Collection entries
+--

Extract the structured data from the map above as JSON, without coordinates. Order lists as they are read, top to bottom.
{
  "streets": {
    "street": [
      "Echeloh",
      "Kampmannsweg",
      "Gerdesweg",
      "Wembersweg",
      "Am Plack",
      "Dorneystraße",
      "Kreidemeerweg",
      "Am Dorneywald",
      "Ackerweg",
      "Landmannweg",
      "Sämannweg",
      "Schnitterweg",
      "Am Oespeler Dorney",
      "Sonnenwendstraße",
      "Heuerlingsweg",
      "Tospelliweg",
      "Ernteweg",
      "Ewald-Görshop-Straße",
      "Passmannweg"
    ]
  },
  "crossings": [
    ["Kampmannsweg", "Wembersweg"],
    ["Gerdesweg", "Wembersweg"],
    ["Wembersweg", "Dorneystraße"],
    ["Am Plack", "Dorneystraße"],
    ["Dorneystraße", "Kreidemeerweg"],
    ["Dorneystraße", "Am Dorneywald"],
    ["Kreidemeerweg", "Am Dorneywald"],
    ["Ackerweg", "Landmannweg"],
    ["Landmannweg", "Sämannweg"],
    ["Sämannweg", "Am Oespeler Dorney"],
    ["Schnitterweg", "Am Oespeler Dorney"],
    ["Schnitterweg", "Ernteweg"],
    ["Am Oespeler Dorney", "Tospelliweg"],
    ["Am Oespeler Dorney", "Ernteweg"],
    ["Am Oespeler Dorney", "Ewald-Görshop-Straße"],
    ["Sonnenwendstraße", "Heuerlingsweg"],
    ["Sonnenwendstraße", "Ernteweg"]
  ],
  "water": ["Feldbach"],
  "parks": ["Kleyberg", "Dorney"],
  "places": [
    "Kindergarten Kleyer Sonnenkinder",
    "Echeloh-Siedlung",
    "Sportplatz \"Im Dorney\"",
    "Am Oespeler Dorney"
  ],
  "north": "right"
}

+--

Prompt.
Print all the records exactly as written.

Exercise output.
Extract the structured data from the map above as JSON, without coordinates. Order lists as they are read, top to bottom.
{
  "streets": {
    "street": [
      "Echeloh",
      "Kampmannsweg",
      "Gerdesweg",
      "Wembersweg",
      "Am Plack",
      "Dorneystraße",
      "Kreidemeerweg",
      "Am Dorneywald",
      "Ackerweg",
      "Landmannweg",
      "Sämannweg",
      "Schnitterweg",
      "Am Oespeler Dorney",
      "Sonnenwendstraße",
      "Heuerlingsweg",
      "Tospelliweg",
      "Ernteweg",
      "Ewald-Görshop-Straße",
      "Passmannweg"
    ]
  },
  "crossings": [
    ["Kampmannsweg", "Wembersweg"],
    ["Gerdesweg", "Wembersweg"],
    ["Wembersweg", "Dorneystraße"],
    ["Am Plack", "Dorneystraße"],
    ["Dorneystraße", "Kreidemeerweg"],
    ["Dorneystraße", "Am Dorneywald"],
    ["Kreidemeerweg", "Am Dorneywald"],
    ["Ackerweg", "Landmannweg"],
    ["Landmannweg", "Sämannweg"],
    ["Sämannweg", "Am Oespeler Dorney"],
    ["Schnitterweg", "Am Oespeler Dorney"],
    ["Schnitterweg", "Ernteweg"],
    ["Am Oespeler Dorney", "Tospelliweg"],
    ["Am Oespeler Dorney", "Ernteweg"],
    ["Am Oespeler Dorney", "Ewald-Görshop-Straße"],
    ["Sonnenwendstraße", "Heuerlingsweg"],
    ["Sonnenwendstraße", "Ernteweg"]
  ],
  "water": ["Feldbach"],
  "parks": ["Kleyberg", "Dorney"],
  "places": [
    "Kindergarten Kleyer Sonnenkinder",
    "Echeloh-Siedlung",
    "Sportplatz \"Im Dorney\"",
    "Am Oespeler Dorney"
  ],
  "north": "right"
}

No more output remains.